Along with the effects of Localism&ideology, the variables representing Placedbased (pertaining to the second research hypothesis) substantially influenced our findings (models 2–3). The scholars’ relationship with their antecedent community (e.g., in the sending country) positively influences their odds to repatriate. Starting with their closest relationship—a repatriation act relates to the spouse’s desires, as manifested in the variable representing the spouse’s satisfaction with the current place of residence in determining location-choice. The weight of the partner’s will in determining location-choice exhibits a positive relationship with return and re-integration in the couple's antecedent community in models (2–3). For example, in Model 2 (as well as in model 3, albeit at a lower level of significance), the variable representing the degree of involvement of friends and parents in decision making further indicates how scholars’ antecedent communities positively impact the chances to return. The influence of ECRs’ close social circles significantly differs between the two sampled groups, such that repatriating scholars are more likely to be influenced by their sending community’s involvement in the decision where to live following their training. Moreover, in this context, introducing the Placedbased group of variables in models 2 and 3, reveals that the importance placed by ECRs on bringing up their offspring as a local becomes insignificant. This demonstrates how the effects of Placedbased expresses to some extent the meaning that is in this upbringing, emphasizing the significance of family and social relationships.

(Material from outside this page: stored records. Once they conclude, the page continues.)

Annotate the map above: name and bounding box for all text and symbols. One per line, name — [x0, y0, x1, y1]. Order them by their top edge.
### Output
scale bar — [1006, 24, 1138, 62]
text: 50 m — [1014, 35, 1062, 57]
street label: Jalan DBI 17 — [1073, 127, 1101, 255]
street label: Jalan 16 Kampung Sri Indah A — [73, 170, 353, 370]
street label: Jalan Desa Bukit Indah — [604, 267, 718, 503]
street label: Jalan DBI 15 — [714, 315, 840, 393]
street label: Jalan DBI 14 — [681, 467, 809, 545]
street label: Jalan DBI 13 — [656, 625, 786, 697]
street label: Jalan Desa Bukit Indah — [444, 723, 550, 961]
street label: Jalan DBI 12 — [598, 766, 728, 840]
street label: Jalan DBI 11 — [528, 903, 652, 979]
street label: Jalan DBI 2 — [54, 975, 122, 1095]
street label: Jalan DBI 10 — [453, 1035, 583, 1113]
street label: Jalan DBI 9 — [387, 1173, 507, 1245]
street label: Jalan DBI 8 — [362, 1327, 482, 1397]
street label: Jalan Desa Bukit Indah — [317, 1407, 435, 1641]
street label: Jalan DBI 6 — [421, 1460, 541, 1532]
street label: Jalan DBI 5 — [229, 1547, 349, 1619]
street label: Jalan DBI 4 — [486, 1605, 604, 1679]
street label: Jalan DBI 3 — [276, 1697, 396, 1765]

The role played by the chosen community in ECRs’ (non-)return decision, is further operationalized in Model 3, which also controls for the ECRs’ economic and personal status. The model indicates how the scholars’ inclination to parochiality is influenced by parents’ willingness to assist their offspring (i.e., regular support through funding, child rearing and education). There is a positive correlation (at a level of 5%) between return and parents’ ongoing assistance. This is supported by previous studies showing correlation between lesser needs, in terms of re-integration into social networks, and return (Baruch et al., 2007; Crescenzi et al., 2017). Parents’ supportive acts alleviate economic hardships that could accompany the first stages of return, due to spousal difficulty, for example, caused by the degree of embeddedness in the host country—a key point in expatriates’ satisfaction with life overseas (Tharenou & Caulfield, 2010)—affecting all family members. This is represented by the variable indicating the spouse’s difficulties in finding a job during the post-decision period (Model 3). The spouse’s difficulties positively (but not significantly) correlate to returnFootnote 15 and are possibly linked (in Model 2) to the length of stay abroad. As shown by the variable representing the number of years spent abroad, a longer period abroad significantly increases the probability of return (Model 3). This finding is surprising, as one would expect a longer period overseas to be associated with non-return (see for example Lev-Ari, 2008). However, this anomaly can be explained by the failure to form local networks abroad and integrate, which makes it difficult to find a job, encouraging scholars to return (Crescenzi et al., 2017). Longing and desire to return after a long period abroad can provide another explanation.Footnote 16

All of the above, as well as the results of models 4–7 in Table 5, support the first and second hypotheses by demonstrating how repatriation is associated with parochial considerations. Indeed, models 4–7 relate to the second regression model, treating the components Mobility, Self-professionalism, and Residence (components pertaining to the third research hypothesis). The models’ results indicate a negative association between repatriation and realization of rewards, associated with a person’s investment in human capital. The variable representing application to foreign academic research institutions/companies indicates this by showing that international endeavors in seeking tenure track positions, or other positions, lower the chances of return. This finding, evidenced in models 4–7, correlates to the significant positive relationship between return and the scholar’s application to Israeli institutions. While foreign job offers negatively correlate (5% significance) with return, Israeli offers significantly raise the chances for it (models 4–7). Table 5 corroborates these results by indicating a positive association (in models 4–6) between an active negotiation with Israeli institutions and companies and scholars’ odds of repatriating.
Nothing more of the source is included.